The Rising Tide bar manager Helen Judd (front) and her team Hannah Happe Linde, Leonie Hoenig, Gabriela Ferbarova, and Alexis Rizzotto. Photo / George Novak
Tauranga hospitality businesses say increased pay rates will not help fill restaurant and cafe management roles.
The comments come after the Restaurant Association and Hospitality New Zealand warned the Government of a severe shortage of cafe and restaurant managers.
However, the Ministry of Business, Innovation and Employment has rejected industrycalls to place restaurant and cafe managers on the country's Immediate Skills Shortage List.
Instead, the Government said businesses would be able to fill the roles if they increased pay rates.

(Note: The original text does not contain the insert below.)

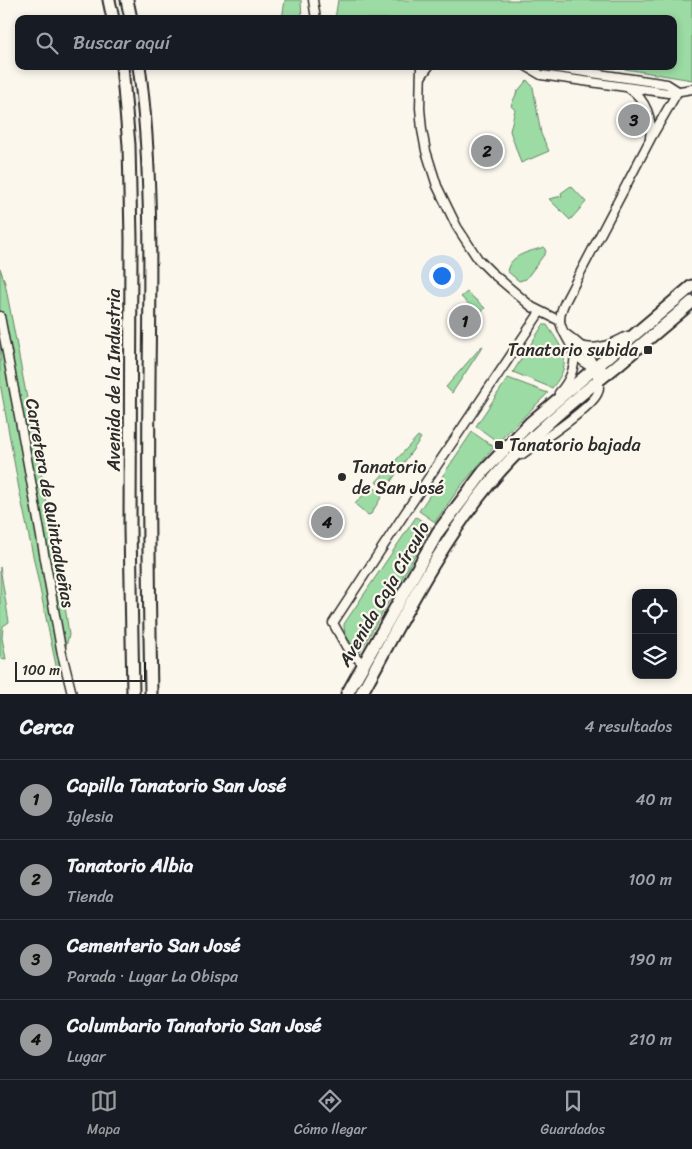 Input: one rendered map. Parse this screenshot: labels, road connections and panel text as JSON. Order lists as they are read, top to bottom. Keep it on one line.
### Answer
{"streets":{"main road":["Avenida de la Industria","Avenida Caja Círculo"],"street":["Carretera de Quintadueñas"]},"places":{"transit":["Tanatorio subida","Tanatorio bajada"],"other":["Tanatorio de San José"]},"scale_bar":"100 m","page":{"search":"Buscar aquí","pins":["3","2","1","4"],"scale":"100 m","heading":["Cerca","4 resultados"],"list":[{"mark":"1","name":"Capilla Tanatorio San José","note":"Iglesia","value":"40 m"},{"mark":"2","name":"Tanatorio Albia","note":"Tienda","value":"100 m"},{"mark":"3","name":"Cementerio San José","note":"Parada · Lugar La Obispa","value":"190 m"},{"mark":"4","name":"Columbario Tanatorio San José","note":"Lugar","value":"210 m"}],"nav":["Mapa","Cómo llegar","Guardados"]}} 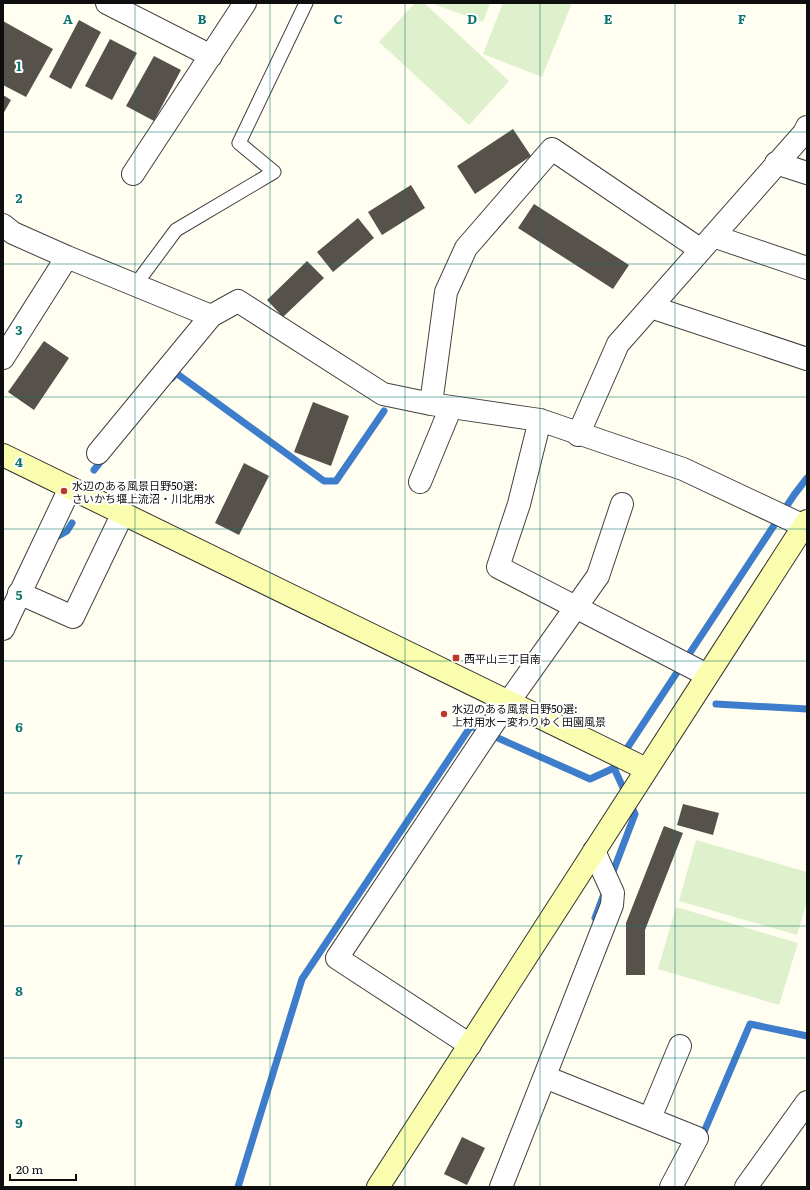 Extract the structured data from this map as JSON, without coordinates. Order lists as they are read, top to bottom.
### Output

Restaurant Association chief executive Marisa Bidois said Bay of Plenty businesses were struggling the most from a shortage in restaurant and cafe managers, alongside Queenstown and Hawke's Bay.
Hospitality New Zealand Bay of Plenty regional manager Alan Sciascia said there was a shortage of experienced cafe and restaurant managers in Tauranga.
Sciascia said staff shortages were made worse by the increase in the minimum wage, which jumped $1.20 to $17.70 an hour on April 1.
"Businesses can only afford to pay so much. The only way a business can afford to pay its staff more is if it charges its customers more for the goods and services provided," he said.
"If it tries to get more customers (and therefore more revenue) to cover the additional staffing costs then they need more staff to service those customers. It is a Catch-22."
Area and entertainment manager at The Rising Tide and sister bar High Tide Tauranga, Lisa Rooney, said a blanket pay increase was not necessarily an effective solution to filling hospitality management roles.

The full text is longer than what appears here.